Russian officials are combing through the cafe where a pro-Putin blogger was killed in a suspected assassination.
Vladlen Tatarsky, whose real name is Maxim Fomin, died in St Petersburg on Sunday after being handed a statue of himself by a woman, which was believed to contain 200g of TNT explosives.
A video posted on Russian messaging app channels showed the cafe after the explosion. Tables and chairs were broken and stained by blood, and shards of glass littered the floor.
Approximately 100 people were at the Street Food Bar No 1 for a political event when the blast occurred, injuring at least 30 people, five of whom are in critical condition.
Eyewitness Alisa Smotrova described people running in panic, some hurt by shattered glass and covered in blood.
Russian media said investigators were looking at the statue as the possible source of the blast but have not ruled out the possibility that an explosive device was planted in the cafe before the event.

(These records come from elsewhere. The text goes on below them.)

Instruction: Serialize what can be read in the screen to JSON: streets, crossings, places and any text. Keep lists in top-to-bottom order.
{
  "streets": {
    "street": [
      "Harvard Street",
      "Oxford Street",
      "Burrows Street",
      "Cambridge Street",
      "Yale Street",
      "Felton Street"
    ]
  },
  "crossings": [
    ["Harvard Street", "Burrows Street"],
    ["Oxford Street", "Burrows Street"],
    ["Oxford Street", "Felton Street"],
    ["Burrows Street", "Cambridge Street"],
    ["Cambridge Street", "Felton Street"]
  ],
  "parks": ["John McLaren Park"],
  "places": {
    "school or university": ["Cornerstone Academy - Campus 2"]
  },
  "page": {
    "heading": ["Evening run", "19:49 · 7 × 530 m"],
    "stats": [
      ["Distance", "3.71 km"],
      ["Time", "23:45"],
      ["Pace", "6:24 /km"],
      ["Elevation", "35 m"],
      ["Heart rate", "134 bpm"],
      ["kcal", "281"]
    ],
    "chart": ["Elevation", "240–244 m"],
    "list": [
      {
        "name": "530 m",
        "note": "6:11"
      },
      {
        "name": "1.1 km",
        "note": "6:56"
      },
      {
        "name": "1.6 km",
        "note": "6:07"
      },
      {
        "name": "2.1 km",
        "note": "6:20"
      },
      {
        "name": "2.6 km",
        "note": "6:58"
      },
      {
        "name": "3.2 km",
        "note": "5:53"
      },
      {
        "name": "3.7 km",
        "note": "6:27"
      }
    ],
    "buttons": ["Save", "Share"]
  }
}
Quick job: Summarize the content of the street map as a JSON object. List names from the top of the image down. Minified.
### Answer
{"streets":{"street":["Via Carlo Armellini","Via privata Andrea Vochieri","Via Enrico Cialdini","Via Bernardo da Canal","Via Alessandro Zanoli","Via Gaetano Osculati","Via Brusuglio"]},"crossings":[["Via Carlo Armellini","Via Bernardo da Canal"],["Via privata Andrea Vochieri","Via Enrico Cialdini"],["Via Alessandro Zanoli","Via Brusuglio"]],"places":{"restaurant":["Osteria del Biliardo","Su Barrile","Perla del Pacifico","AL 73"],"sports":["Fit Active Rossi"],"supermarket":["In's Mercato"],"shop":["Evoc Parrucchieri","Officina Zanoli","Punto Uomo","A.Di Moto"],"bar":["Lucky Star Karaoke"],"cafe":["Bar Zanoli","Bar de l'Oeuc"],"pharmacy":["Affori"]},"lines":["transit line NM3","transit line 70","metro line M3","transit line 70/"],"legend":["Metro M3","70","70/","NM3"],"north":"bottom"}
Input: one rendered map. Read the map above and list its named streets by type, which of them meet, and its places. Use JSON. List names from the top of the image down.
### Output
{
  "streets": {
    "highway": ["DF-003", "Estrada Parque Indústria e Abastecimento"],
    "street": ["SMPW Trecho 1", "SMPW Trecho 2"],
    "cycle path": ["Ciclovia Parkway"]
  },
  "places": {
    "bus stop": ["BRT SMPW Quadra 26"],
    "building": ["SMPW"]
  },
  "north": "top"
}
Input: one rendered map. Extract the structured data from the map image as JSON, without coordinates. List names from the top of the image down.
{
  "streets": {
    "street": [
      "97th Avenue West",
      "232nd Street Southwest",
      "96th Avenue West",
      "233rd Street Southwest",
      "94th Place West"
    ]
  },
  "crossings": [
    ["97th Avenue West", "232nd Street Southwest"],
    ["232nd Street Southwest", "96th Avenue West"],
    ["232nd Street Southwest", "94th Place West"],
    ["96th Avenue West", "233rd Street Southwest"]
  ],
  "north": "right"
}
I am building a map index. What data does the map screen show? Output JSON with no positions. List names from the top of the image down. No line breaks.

An investigation has been opened by Russia's state Investigative Committee, while analysts in the country have suggested that the attack was carried out by the Ukrainian secret service.
A purported witness to the attack said how a woman who identified herself as Nastya said that she had made a bust in Tatarsky's likeness, but guards asked her to leave it at the door out of concern that it could be a bomb.
Nastya and Tatarsky reportedly then joked and laughed before she went to the door, picked up the bust and presented it to Tatarsky.
He put the item on a table before an explosion ripped through the cafe.
Russian media outlets report that investigators are considering all options as to the source of the explosion, including the theory that a bomb was planted in the premises prior to the event.
No one has claimed responsibility for the attack but military bloggers and patriotic commentators immediately pointed a finger at Ukraine and compared the bombing to the killing last August of Darya Dugina.
Russian authorities blamed Ukraine's military intelligence for Dugina's death in a car bombing near Moscow, but Kyiv denied involvement.
Dugina's father, Alexander Dugin, a nationalist philosopher who is a staunch supporter of Putin's invasion of Ukraine, hailed Tatarksy as an "immortal" hero and a martyr for the Russian people.
"There must be no talks with the terrorists other than about their unconditional surrender," Dugin said. "'A victory parade must take place in Kyiv."